* **Task item**
Exactly as written, return every line of the data below apart from the pictures.

Dataset entries
···
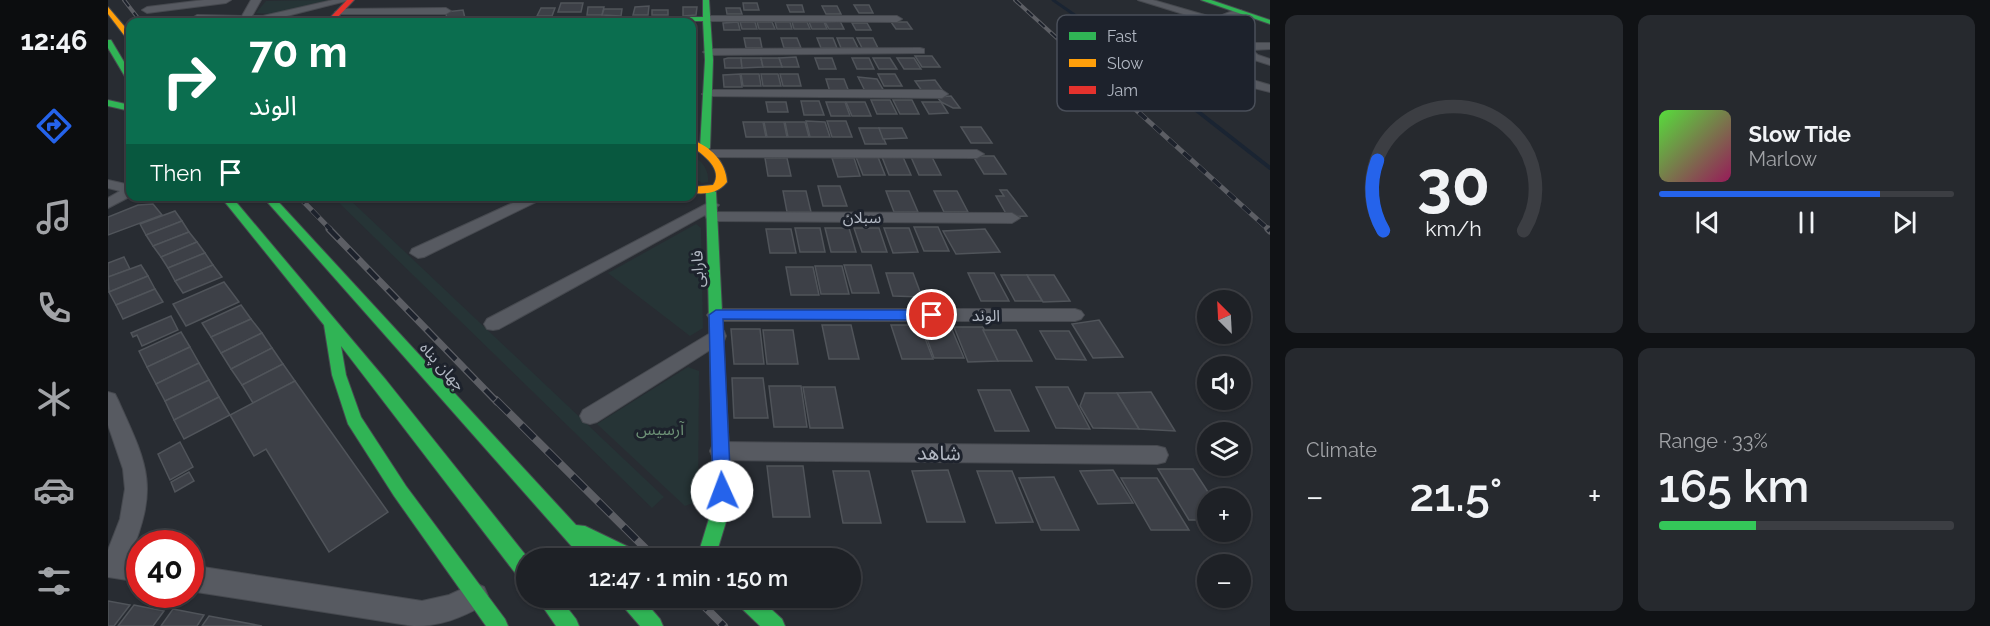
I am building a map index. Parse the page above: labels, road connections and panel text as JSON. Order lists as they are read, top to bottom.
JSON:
{
  "streets": {
    "street": [
      "سبلان",
      "فارابی",
      "الوند",
      "جهان پناه",
      "شاهد"
    ]
  },
  "crossings": [
    ["سبلان", "فارابی"],
    ["فارابی", "الوند"],
    ["فارابی", "شاهد"]
  ],
  "parks": ["آرسیس"],
  "legend": ["Fast", "Slow", "Jam"],
  "north": "top left",
  "page": {
    "tabs": "12:46",
    "turn": ["70 m", "الوند"],
    "song": ["Slow Tide", "Marlow"],
    "then": "Then",
    "map_buttons": ["+", "−"],
    "tile": [
      "Climate",
      ["Range · 33%", "165 km"]
    ],
    "heat": ["−", "21.5°", "+"],
    "limit": "40",
    "trip": "12:47 · 1 min · 150 m",
    "gauge": ["30", "km/h"]
  }
}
···
* **Completed exercise**
I am building a map index. Parse the page above: labels, road connections and panel text as JSON. Order lists as they are read, top to bottom.
JSON:
{
  "streets": {
    "street": [
      "سبلان",
      "فارابی",
      "الوند",
      "جهان پناه",
      "شاهد"
    ]
  },
  "crossings": [
    ["سبلان", "فارابی"],
    ["فارابی", "الوند"],
    ["فارابی", "شاهد"]
  ],
  "parks": ["آرسیس"],
  "legend": ["Fast", "Slow", "Jam"],
  "north": "top left",
  "page": {
    "tabs": "12:46",
    "turn": ["70 m", "الوند"],
    "song": ["Slow Tide", "Marlow"],
    "then": "Then",
    "map_buttons": ["+", "−"],
    "tile": [
      "Climate",
      ["Range · 33%", "165 km"]
    ],
    "heat": ["−", "21.5°", "+"],
    "limit": "40",
    "trip": "12:47 · 1 min · 150 m",
    "gauge": ["30", "km/h"]
  }
}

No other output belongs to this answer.